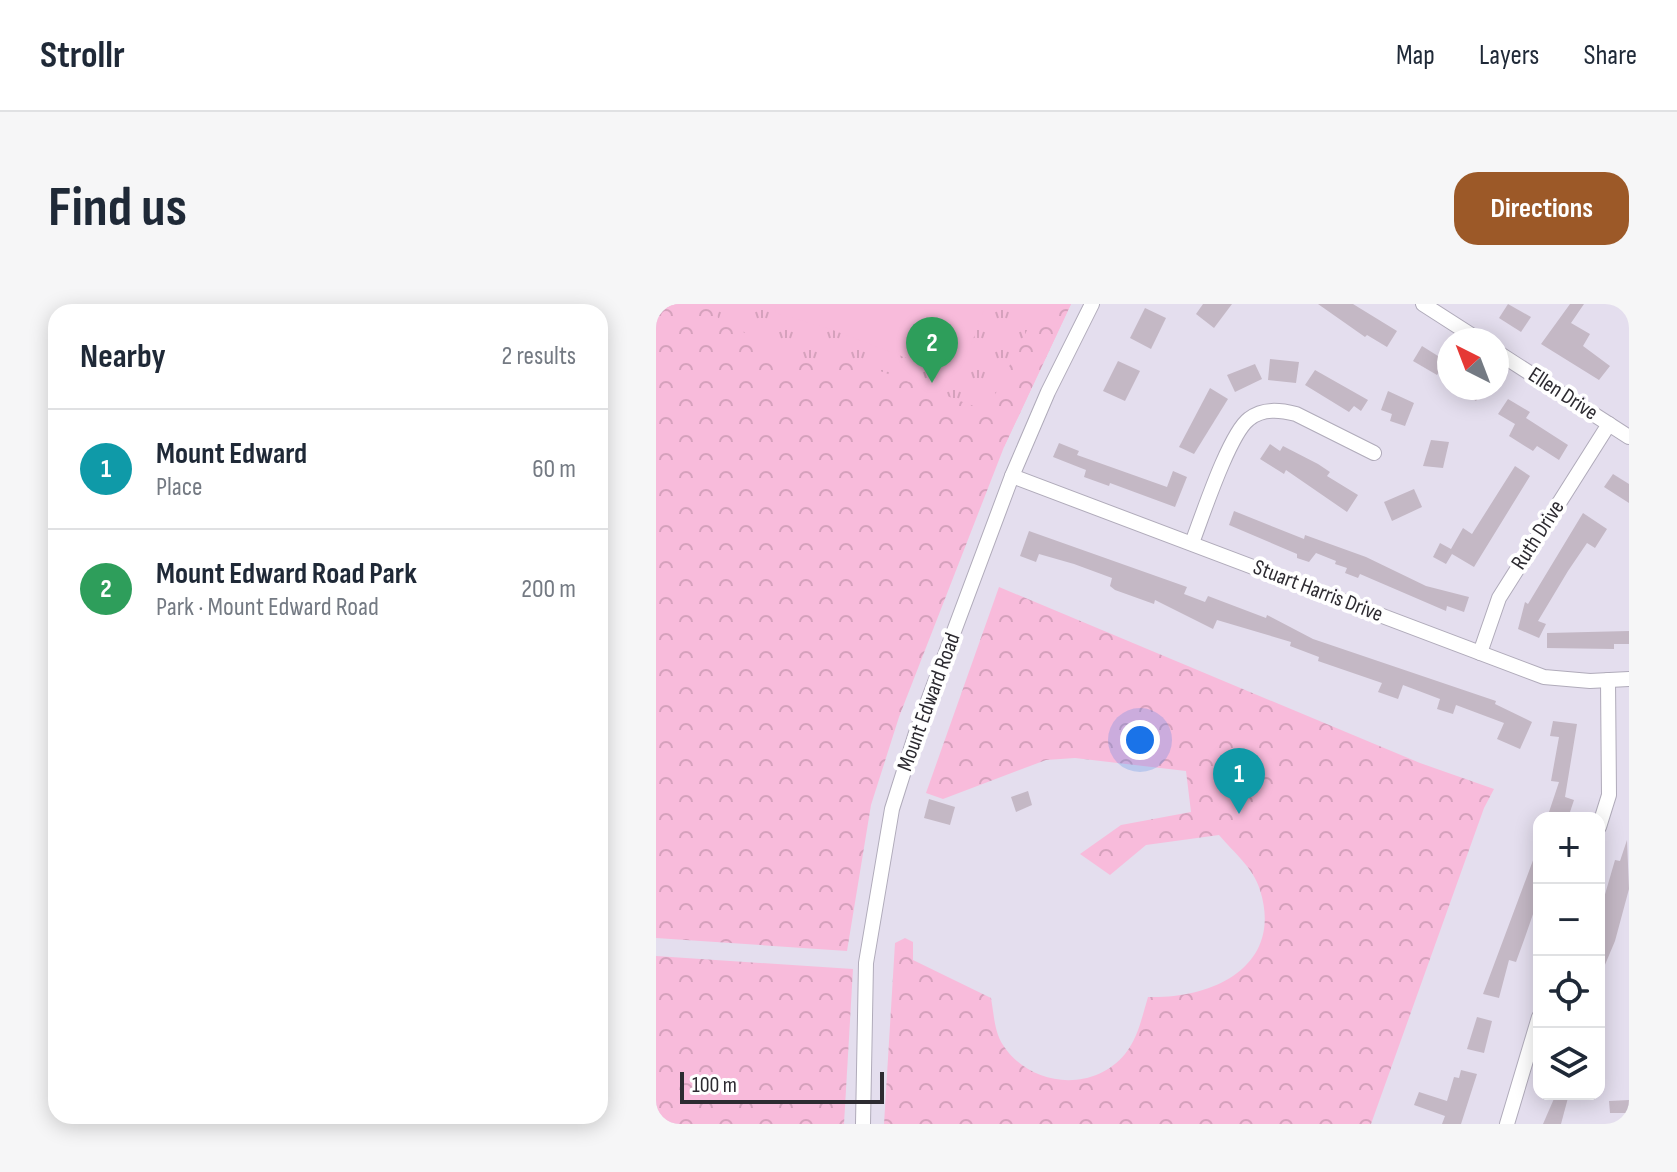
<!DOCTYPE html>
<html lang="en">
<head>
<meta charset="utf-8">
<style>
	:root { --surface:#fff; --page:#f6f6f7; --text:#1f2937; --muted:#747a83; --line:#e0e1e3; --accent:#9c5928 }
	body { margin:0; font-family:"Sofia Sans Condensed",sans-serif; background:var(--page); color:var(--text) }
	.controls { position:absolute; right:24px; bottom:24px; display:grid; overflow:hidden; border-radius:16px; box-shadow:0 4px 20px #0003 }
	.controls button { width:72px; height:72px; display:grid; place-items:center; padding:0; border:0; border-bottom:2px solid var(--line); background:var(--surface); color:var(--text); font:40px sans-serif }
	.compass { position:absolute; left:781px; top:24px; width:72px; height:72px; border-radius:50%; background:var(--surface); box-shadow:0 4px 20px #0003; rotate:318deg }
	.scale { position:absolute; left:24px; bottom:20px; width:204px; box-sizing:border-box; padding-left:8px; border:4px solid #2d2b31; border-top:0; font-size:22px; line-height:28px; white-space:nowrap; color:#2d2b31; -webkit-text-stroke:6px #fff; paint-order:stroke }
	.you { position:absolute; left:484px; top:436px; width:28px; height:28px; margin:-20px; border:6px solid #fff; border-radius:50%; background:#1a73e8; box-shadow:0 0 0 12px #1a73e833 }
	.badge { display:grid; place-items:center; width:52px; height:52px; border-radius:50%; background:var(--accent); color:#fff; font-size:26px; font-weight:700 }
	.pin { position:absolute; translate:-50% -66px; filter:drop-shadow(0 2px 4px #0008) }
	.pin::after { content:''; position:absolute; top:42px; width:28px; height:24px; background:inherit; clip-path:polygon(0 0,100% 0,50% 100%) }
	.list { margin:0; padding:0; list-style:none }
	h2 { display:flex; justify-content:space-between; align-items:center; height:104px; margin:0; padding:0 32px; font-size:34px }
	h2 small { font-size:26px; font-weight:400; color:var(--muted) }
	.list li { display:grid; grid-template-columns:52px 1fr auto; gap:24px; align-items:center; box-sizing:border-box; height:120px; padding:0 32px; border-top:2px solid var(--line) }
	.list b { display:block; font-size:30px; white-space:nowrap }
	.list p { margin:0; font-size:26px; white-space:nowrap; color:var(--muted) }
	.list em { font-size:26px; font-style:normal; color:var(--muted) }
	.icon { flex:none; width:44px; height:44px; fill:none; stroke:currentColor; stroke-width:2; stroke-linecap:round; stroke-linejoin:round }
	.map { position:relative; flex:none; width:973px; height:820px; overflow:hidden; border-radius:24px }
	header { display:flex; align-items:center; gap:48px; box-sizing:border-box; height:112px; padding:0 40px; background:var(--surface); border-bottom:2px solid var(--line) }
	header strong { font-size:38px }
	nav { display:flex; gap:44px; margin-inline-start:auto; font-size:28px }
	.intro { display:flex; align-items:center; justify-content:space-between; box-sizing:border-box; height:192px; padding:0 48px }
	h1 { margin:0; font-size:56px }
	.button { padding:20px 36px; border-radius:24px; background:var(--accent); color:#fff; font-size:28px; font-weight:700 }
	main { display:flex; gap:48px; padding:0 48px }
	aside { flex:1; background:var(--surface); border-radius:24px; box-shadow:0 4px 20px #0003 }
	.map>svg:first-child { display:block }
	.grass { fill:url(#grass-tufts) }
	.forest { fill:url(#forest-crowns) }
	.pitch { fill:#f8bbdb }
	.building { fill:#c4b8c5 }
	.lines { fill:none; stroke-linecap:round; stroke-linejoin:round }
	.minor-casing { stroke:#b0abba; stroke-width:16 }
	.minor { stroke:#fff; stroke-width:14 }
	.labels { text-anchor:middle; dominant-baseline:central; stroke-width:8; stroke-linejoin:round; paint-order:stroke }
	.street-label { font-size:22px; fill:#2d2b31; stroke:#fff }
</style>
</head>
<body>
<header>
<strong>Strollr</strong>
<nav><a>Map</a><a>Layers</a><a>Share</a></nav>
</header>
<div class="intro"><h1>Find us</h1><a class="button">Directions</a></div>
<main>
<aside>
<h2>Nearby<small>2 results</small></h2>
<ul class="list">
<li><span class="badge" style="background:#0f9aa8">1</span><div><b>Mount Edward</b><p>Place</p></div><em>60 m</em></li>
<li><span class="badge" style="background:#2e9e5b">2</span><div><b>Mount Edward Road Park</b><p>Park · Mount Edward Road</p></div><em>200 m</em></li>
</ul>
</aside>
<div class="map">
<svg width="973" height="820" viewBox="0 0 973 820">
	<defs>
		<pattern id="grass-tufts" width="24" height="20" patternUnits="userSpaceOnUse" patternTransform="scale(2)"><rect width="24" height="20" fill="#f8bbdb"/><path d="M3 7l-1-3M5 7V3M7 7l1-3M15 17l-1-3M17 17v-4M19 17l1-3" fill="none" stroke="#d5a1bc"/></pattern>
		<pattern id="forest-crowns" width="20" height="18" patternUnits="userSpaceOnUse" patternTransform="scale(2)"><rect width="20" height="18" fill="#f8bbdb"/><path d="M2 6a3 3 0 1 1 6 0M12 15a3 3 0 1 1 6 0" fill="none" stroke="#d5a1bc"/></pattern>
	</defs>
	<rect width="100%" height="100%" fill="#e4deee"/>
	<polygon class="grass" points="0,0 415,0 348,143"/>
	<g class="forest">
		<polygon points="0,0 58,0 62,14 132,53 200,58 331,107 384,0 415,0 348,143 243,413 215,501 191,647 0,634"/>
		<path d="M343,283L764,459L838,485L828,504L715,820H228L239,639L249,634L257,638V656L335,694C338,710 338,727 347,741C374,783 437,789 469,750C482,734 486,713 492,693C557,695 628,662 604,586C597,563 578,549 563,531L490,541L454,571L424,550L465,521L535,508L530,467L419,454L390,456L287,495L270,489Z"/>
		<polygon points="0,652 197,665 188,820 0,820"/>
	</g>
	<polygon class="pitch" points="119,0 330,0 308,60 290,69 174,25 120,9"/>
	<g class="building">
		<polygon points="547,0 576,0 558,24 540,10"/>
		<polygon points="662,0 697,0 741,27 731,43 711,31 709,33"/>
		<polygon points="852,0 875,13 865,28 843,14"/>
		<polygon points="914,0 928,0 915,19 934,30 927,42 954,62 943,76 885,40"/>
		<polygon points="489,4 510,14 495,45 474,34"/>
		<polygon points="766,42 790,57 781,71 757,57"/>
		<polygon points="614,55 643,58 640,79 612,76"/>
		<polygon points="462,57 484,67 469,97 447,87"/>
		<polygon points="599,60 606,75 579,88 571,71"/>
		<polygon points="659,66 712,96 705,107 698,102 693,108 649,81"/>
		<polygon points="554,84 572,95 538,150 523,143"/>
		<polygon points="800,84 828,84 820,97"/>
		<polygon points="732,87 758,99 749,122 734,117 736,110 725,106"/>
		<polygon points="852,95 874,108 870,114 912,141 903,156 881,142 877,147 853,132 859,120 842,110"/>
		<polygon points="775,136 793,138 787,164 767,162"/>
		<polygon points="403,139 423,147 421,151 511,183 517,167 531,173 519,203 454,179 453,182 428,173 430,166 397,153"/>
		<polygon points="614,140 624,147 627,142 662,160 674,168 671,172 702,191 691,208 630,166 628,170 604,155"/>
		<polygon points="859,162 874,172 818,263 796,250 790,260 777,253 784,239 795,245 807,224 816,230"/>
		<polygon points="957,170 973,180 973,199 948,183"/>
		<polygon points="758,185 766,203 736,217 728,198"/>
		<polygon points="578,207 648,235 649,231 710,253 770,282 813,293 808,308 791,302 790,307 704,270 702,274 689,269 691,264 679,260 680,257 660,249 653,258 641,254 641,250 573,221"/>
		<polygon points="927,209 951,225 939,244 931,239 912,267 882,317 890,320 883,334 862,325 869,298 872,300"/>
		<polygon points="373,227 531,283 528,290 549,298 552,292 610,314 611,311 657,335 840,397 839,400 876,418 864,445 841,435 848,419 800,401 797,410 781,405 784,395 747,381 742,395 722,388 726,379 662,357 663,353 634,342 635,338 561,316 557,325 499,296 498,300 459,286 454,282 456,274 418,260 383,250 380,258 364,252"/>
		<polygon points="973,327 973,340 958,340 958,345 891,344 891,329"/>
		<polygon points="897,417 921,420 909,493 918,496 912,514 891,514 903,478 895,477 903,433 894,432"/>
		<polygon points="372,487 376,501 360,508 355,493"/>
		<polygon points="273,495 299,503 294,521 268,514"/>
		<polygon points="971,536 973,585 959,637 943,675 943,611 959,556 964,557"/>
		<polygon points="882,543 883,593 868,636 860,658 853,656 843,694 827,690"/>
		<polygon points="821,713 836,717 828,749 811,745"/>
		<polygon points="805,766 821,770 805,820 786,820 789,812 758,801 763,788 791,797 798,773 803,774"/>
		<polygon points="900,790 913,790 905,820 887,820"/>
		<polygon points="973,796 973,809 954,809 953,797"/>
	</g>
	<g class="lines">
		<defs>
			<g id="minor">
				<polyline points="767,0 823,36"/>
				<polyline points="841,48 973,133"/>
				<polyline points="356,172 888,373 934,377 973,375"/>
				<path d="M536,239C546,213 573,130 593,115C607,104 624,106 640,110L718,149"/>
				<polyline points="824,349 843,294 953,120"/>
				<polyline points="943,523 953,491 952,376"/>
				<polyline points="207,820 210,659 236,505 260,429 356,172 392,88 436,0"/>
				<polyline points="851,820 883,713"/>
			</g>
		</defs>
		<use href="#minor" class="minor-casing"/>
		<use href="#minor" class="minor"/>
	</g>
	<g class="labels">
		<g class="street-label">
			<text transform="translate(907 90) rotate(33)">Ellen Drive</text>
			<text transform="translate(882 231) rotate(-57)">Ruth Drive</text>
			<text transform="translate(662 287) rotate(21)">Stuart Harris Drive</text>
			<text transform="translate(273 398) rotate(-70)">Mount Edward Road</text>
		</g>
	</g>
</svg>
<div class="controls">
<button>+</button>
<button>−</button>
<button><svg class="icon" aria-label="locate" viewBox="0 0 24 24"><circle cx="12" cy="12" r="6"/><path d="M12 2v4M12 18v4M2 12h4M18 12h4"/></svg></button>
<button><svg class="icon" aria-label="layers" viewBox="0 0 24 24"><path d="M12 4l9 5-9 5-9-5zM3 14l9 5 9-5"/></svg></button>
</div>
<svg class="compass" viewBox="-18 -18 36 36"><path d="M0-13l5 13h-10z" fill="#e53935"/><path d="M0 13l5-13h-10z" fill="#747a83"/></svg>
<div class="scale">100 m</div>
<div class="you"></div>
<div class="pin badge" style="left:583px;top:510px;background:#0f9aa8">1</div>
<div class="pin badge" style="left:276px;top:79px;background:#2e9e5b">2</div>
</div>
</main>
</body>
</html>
______________________________
**Problem to solve:** When you reach the line containing "position:absolute; left:781px; top:24px;" in the data above, start copying exactly, and stop after the line containing "position:absolute; left:24px; bottom:20px;".

**Answer section:**
	.compass { position:absolute; left:781px; top:24px; width:72px; height:72px; border-radius:50%; background:var(--surface); box-shadow:0 4px 20px #0003; rotate:318deg }
	.scale { position:absolute; left:24px; bottom:20px; width:204px; box-sizing:border-box; padding-left:8px; border:4px solid #2d2b31; border-top:0; font-size:22px; line-height:28px; white-space:nowrap; color:#2d2b31; -webkit-text-stroke:6px #fff; paint-order:stroke }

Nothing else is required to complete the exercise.